◆ **The problem**:
Return, from the listing that follows, each line containing the word "compass".
Segment Start: Task input
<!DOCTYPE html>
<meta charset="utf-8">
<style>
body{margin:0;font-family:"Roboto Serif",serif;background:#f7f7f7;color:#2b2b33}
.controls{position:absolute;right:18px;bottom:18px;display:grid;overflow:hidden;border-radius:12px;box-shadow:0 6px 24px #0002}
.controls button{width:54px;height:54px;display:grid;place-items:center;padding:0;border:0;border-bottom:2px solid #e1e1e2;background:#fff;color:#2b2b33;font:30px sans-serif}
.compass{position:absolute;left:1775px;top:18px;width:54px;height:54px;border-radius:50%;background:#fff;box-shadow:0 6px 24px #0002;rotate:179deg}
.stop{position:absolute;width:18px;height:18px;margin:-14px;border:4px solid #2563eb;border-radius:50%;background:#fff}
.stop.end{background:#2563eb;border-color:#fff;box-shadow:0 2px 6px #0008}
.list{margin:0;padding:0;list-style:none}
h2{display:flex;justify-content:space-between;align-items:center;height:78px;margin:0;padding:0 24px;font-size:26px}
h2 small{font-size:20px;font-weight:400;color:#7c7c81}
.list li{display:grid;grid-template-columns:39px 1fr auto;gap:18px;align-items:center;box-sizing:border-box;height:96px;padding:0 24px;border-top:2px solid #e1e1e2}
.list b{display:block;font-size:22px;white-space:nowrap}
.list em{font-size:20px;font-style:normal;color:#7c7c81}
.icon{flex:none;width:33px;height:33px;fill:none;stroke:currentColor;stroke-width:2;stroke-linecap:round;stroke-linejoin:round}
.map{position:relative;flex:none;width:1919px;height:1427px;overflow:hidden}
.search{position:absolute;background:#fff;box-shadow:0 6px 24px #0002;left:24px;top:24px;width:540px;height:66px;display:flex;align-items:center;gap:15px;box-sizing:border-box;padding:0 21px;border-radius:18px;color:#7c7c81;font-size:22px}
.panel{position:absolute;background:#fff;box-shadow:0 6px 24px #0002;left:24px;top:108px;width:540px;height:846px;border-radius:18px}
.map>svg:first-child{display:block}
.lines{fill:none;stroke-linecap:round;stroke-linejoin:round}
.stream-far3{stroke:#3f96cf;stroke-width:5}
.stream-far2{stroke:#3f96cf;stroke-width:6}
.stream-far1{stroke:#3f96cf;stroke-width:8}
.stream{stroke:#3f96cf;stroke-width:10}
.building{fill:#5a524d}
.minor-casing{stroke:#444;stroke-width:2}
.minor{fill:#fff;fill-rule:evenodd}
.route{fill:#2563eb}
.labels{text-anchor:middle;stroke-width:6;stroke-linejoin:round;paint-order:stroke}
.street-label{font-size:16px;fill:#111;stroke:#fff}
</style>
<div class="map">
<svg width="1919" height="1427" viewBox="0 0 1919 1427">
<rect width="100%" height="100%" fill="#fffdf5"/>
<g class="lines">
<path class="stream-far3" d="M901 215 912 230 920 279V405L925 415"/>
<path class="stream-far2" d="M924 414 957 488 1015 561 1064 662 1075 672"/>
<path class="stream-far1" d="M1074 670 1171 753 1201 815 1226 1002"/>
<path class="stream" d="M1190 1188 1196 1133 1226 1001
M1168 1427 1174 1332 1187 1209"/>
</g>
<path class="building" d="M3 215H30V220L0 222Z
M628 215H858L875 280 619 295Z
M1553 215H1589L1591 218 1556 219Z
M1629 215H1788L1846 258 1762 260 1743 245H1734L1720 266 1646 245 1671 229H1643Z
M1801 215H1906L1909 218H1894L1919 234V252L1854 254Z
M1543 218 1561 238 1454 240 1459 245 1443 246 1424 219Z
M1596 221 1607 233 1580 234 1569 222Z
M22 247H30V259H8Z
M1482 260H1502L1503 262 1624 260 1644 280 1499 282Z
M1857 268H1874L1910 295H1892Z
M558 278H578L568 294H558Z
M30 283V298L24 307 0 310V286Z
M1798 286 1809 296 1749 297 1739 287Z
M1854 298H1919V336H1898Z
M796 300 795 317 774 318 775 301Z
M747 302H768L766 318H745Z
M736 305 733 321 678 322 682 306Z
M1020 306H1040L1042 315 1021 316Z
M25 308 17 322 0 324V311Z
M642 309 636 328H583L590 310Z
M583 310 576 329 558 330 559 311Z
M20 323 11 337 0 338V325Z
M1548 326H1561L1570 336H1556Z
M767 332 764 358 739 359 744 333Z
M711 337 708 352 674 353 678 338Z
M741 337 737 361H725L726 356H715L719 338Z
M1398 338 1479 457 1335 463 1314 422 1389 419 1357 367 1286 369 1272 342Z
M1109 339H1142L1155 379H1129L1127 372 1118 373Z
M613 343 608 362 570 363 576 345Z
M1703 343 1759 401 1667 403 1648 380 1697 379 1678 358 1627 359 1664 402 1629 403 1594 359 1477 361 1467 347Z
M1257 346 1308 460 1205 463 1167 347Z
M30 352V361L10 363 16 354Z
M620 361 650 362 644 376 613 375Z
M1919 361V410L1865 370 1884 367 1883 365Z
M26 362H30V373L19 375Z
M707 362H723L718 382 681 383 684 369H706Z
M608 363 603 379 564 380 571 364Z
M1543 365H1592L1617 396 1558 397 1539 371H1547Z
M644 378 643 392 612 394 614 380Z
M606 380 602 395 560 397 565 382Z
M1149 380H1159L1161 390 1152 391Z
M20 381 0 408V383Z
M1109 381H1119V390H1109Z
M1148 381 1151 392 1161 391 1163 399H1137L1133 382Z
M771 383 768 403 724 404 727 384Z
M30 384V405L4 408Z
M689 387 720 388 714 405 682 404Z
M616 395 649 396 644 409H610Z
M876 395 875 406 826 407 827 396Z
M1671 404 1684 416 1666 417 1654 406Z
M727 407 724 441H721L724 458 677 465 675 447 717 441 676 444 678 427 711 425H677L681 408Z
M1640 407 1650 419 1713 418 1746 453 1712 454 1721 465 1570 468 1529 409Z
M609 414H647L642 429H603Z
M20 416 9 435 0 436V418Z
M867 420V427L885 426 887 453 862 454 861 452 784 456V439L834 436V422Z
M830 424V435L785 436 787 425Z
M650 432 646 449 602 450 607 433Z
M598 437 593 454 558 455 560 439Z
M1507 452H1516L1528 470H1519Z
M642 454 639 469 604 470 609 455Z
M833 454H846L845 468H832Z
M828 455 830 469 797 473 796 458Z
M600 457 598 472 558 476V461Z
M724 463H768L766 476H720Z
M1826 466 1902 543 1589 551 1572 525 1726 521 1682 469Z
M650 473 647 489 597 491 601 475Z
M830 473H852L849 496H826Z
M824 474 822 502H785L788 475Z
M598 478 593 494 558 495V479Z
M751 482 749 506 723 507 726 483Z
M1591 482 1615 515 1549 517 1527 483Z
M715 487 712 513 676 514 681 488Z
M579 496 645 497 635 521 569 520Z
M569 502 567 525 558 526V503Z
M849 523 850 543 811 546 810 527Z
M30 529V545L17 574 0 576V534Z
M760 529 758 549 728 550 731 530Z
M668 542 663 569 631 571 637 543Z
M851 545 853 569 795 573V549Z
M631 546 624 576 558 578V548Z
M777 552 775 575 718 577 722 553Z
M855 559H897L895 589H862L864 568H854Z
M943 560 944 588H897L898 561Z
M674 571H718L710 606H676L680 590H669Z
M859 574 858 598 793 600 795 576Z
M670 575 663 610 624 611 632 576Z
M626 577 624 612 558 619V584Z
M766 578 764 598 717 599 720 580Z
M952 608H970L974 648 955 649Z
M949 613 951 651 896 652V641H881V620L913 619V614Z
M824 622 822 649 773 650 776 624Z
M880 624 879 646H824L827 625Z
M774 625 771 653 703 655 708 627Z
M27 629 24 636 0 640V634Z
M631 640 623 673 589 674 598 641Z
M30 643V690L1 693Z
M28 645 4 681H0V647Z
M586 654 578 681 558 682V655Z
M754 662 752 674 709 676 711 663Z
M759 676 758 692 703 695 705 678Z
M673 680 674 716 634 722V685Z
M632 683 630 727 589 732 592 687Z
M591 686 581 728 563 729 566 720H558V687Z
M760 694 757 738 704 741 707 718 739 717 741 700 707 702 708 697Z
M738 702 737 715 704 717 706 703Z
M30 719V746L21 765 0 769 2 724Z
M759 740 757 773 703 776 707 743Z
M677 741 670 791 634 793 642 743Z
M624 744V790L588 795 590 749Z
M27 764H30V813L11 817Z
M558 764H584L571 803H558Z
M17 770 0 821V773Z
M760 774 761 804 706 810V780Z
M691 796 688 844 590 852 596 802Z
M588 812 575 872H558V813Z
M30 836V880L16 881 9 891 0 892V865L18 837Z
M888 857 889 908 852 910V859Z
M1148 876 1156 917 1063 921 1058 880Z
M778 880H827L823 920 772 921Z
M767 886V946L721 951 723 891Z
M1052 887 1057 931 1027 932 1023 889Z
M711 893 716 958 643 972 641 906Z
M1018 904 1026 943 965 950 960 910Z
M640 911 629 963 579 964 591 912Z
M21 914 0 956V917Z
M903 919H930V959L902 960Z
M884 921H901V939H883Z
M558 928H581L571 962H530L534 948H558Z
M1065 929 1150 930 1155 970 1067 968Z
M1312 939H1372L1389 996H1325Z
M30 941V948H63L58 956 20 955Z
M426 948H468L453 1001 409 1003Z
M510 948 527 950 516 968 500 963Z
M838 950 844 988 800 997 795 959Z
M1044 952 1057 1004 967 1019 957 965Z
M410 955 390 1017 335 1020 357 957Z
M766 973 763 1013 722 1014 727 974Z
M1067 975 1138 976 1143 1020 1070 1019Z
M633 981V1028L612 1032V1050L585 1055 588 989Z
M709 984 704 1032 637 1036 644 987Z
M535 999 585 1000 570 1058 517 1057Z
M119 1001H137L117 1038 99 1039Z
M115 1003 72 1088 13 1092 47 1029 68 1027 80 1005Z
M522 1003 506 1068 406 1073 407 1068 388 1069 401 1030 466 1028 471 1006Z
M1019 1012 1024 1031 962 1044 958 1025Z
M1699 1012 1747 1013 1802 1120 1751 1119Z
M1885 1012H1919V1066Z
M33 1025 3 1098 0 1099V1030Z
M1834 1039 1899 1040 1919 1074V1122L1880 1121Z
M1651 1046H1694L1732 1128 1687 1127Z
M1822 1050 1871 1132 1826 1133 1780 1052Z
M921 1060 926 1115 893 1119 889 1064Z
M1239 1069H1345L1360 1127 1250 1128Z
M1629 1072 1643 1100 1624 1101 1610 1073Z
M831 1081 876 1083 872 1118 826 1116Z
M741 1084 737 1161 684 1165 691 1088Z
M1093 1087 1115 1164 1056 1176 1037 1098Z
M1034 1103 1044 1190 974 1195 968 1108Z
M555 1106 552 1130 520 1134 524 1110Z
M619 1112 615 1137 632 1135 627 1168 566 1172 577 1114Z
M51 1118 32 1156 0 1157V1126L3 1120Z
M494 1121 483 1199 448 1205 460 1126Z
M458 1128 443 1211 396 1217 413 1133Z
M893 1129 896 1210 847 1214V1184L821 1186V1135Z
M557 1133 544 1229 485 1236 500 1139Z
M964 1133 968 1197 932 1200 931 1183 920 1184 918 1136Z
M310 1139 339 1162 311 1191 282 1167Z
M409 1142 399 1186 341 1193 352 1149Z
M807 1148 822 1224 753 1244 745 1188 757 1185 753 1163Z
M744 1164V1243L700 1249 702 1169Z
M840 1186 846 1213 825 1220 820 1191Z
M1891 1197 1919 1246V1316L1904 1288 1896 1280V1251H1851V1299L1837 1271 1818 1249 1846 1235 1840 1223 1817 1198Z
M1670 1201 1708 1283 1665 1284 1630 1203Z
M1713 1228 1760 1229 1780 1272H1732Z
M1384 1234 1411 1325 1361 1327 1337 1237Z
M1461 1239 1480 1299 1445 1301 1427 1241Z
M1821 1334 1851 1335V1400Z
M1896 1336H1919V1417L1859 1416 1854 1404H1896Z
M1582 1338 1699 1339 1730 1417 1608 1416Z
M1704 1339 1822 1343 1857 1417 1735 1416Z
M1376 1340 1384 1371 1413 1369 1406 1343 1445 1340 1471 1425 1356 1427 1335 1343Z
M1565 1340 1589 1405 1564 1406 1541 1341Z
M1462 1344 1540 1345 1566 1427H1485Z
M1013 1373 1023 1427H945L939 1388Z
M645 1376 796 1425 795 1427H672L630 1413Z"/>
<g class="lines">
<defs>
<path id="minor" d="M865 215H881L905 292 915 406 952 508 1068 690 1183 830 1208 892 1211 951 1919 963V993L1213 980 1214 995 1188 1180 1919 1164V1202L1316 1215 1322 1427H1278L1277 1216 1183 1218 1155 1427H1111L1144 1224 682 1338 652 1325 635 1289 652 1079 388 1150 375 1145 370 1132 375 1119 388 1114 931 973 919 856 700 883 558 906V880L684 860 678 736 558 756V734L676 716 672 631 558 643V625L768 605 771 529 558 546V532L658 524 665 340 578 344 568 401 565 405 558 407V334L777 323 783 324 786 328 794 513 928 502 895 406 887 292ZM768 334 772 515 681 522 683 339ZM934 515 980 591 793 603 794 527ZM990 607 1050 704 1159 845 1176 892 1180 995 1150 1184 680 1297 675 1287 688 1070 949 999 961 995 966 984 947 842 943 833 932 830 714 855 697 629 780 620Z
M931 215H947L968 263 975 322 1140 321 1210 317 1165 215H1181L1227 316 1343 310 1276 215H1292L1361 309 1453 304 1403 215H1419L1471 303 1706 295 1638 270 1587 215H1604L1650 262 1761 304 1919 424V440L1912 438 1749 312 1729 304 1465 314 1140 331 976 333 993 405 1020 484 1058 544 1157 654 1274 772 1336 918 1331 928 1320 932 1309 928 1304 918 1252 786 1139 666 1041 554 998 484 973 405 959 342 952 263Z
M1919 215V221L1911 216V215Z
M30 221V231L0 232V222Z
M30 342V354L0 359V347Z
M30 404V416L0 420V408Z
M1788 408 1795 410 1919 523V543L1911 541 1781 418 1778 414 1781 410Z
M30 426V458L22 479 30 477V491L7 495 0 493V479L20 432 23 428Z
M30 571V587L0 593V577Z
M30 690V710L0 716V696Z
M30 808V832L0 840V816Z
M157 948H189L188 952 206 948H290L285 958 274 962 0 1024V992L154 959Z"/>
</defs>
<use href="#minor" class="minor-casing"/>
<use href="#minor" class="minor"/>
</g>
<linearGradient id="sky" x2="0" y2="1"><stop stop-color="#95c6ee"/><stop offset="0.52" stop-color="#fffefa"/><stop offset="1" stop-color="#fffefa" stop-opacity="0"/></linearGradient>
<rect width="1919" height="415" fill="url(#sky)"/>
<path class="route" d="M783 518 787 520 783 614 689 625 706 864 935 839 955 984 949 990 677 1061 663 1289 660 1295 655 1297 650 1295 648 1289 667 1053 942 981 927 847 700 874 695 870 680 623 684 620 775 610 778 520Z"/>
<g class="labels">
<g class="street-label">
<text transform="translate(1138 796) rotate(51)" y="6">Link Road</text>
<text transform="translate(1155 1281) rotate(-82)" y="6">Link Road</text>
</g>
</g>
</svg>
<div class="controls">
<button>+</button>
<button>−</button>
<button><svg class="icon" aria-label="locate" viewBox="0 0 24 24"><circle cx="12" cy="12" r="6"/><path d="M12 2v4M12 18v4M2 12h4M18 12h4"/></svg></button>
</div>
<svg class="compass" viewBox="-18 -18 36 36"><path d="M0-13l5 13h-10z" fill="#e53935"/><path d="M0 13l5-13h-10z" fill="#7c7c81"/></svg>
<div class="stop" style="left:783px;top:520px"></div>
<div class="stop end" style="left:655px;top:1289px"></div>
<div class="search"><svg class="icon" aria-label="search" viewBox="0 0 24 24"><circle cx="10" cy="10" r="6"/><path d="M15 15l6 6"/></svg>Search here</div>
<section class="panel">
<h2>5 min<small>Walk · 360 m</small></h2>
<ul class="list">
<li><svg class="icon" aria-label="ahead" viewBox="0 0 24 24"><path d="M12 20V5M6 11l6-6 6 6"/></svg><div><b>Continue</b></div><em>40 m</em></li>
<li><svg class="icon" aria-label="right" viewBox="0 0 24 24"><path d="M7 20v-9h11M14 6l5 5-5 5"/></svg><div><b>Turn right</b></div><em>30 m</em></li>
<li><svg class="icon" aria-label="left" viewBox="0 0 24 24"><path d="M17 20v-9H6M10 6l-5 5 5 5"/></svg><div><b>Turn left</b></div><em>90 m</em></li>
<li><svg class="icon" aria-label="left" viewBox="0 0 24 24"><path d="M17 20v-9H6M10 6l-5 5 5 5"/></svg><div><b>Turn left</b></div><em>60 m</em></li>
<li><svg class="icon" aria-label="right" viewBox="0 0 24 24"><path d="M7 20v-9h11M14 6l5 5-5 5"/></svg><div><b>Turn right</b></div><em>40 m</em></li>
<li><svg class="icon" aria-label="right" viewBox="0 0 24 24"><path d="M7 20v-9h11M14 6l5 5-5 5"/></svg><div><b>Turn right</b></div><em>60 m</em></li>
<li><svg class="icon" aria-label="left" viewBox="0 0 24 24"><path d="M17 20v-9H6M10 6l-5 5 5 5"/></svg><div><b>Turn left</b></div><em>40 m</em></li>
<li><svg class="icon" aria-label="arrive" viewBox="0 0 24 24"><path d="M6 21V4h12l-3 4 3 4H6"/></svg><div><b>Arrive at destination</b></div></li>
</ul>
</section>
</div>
Segment End: Task input
◆ **Expected answer**:
.compass{position:absolute;left:1775px;top:18px;width:54px;height:54px;border-radius:50%;background:#fff;box-shadow:0 6px 24px #0002;rotate:179deg}
<svg class="compass" viewBox="-18 -18 36 36"><path d="M0-13l5 13h-10z" fill="#e53935"/><path d="M0 13l5-13h-10z" fill="#7c7c81"/></svg>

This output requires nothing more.